The town Ukraine says Russia targeted – Marhanets – is one Russia says its foes have used in the past to shell Russian soldiers at the Zaporizhzhia plant, which they seized in March.

Ukraine’s military said Russia also bombarded several other areas in the Zaporizhzhia region. Russia has not commented on the Ukrainian allegations and Reuters could not independently verify Ukraine’s account.

Ukraine and Russia have accused each other of imperilling the plant, Europe’s largest nuclear complex, with attacks.

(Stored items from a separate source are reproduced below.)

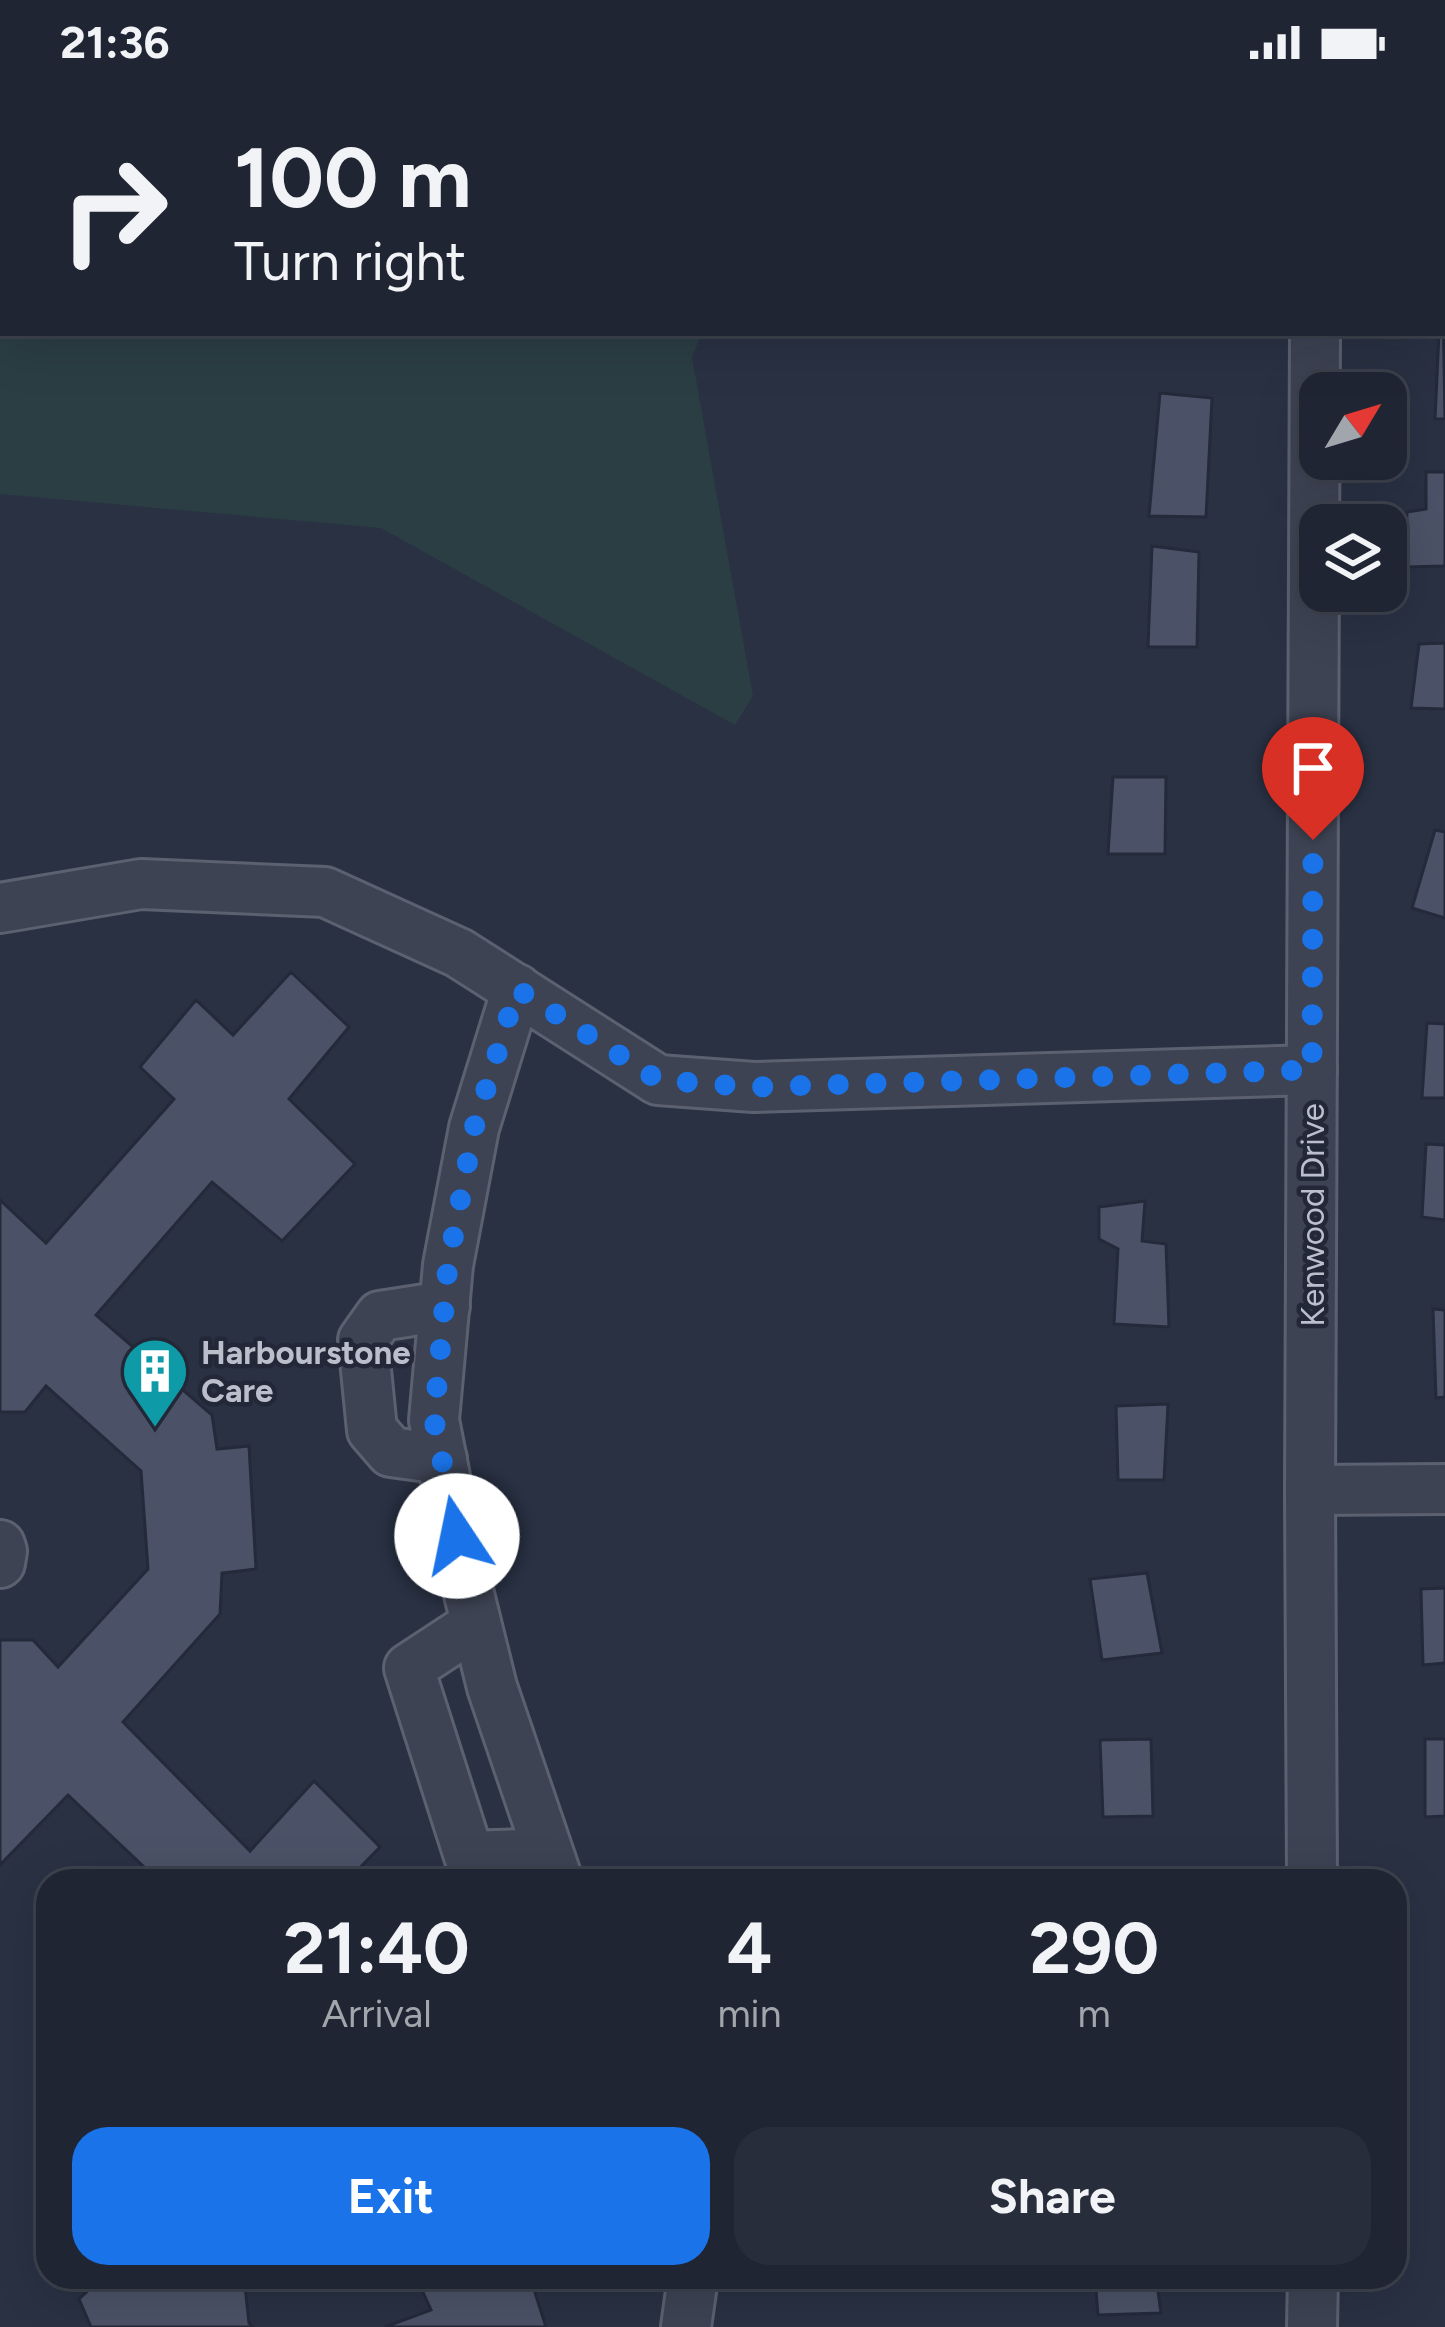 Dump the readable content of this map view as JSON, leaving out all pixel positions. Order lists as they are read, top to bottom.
{
  "streets": {
    "street": ["Kenwood Drive"]
  },
  "places": {
    "building": ["Harbourstone Care"]
  },
  "north": "top right",
  "page": {
    "status": "21:36",
    "turn": ["100 m", "Turn right"],
    "eta": [
      "21:40",
      "Arrival",
      "4",
      "min",
      "290",
      "m"
    ],
    "buttons": ["Exit", "Share"]
  }
}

The Group of Seven major industrialised countries on Wednesday told Russia to hand back the plant to Ukraine, after the U.N. atomic energy watchdog sounded the alarm over the possibility of a nuclear disaster.

CHINA BACKS RUSSIA

Russia on Wednesday received powerful endorsement from China of its rationale for the Feb. 24 invasion of Ukraine.

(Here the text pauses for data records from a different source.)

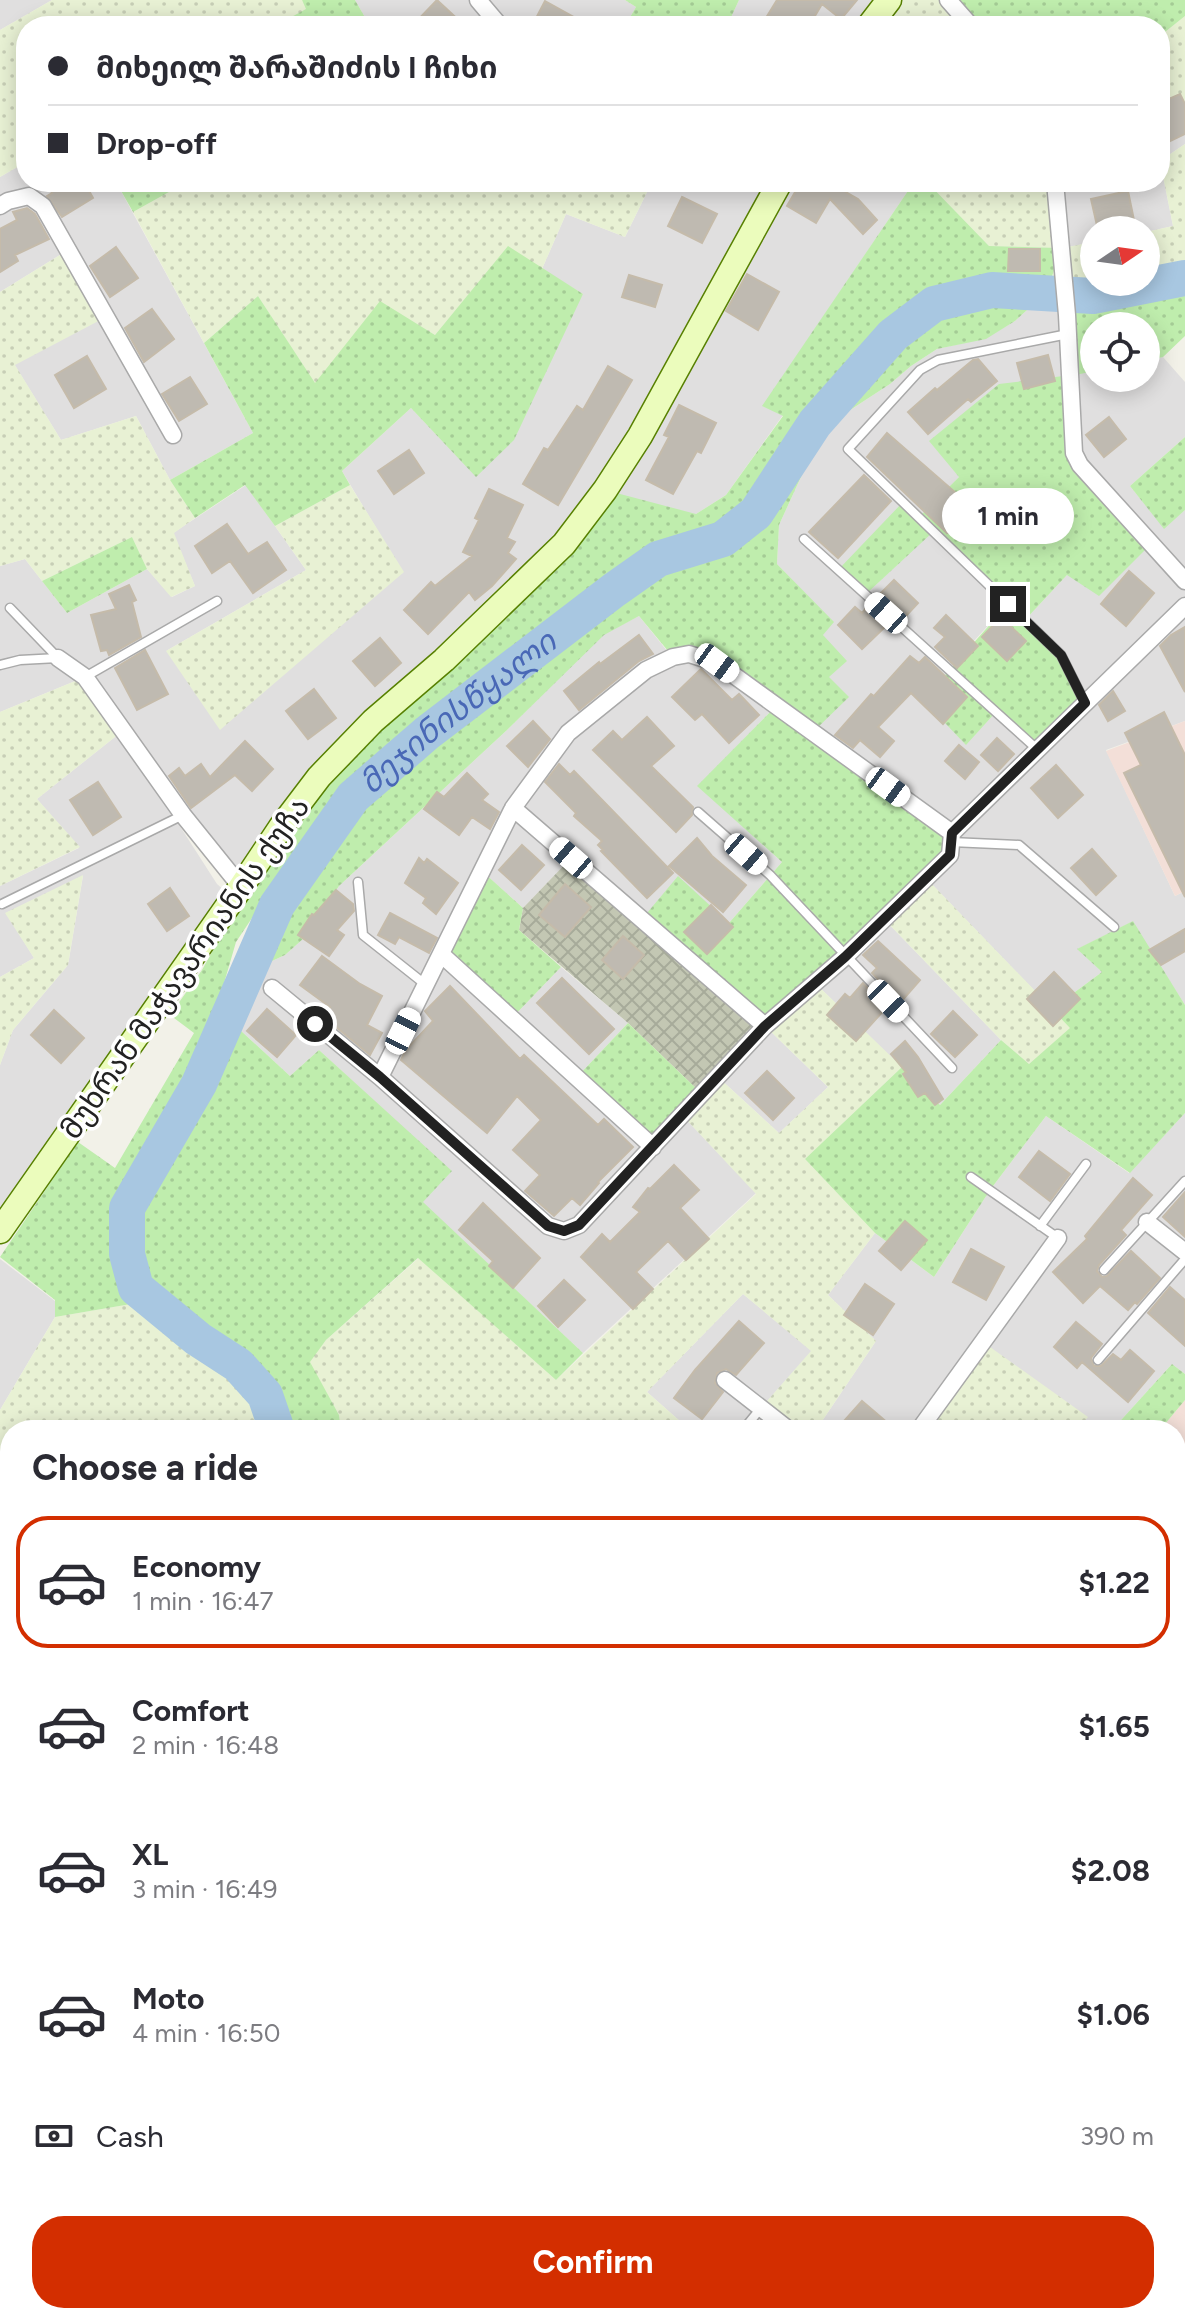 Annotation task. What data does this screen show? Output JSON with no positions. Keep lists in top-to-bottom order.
{
  "streets": {
    "street": ["მუხრან მაჭავარიანის ქუჩა"]
  },
  "water": ["მეჯინისწყალი"],
  "north": "right",
  "page": {
    "banner": ["მიხეილ შარაშიძის I ჩიხი", "Drop-off"],
    "bubble": "1 min",
    "heading": "Choose a ride",
    "list": [
      {
        "name": "Economy",
        "note": "1 min · 16:47",
        "value": "$1.22"
      },
      {
        "name": "Comfort",
        "note": "2 min · 16:48",
        "value": "$1.65"
      },
      {
        "name": "XL",
        "note": "3 min · 16:49",
        "value": "$2.08"
      },
      {
        "name": "Moto",
        "note": "4 min · 16:50",
        "value": "$1.06"
      }
    ],
    "pay": ["Cash", "390 m"],
    "buttons": "Confirm"
  }
}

China’s ambassador to Russia, Zhang Hanhui, accused the United States of pushing Russia into a corner with repeated expansions of the NATO military alliance and support for Ukraine’s alignment with the European Union.

Washington’s “ultimate goal is to exhaust and crush Russia with a protracted war and the cudgel of sanctions”, Zhang was quoted as saying.

Ukrainian presidential adviser Arestovych said dozens of civilians had been killed by Russian shelling on Wednesday.

Russia says it does not deliberately target civilians in what it calls its “special military operation” aimed at safeguarding its security against NATO expansion.

Ukraine and the West accuse Russia of waging an unprovoked imperial-style war of aggression.

The head of the Russian-backed separatist administration in the Donetsk region said on Wednesday that a trial of captured members of Ukraine’s Azov Regiment would take place by the end of the summer, likely in the city of Mariupol.

The regiment, a unit of Ukraine’s national guard with far-right and ultranationalist origins, was heavily involved in the defence of Mariupol’s steelworks. Hundreds of its fighters surrendered in May to Russian-backed forces.

The war has crushed Ukraine’s economy but there was some relief on Wednesday when overseas creditors backed a request for a two-year freeze on payments on almost $20 billion in international bonds. That should avert a messy default.

Ukrainian Prime Minister Denys Shmyhal said the deal would save almost $6 billion.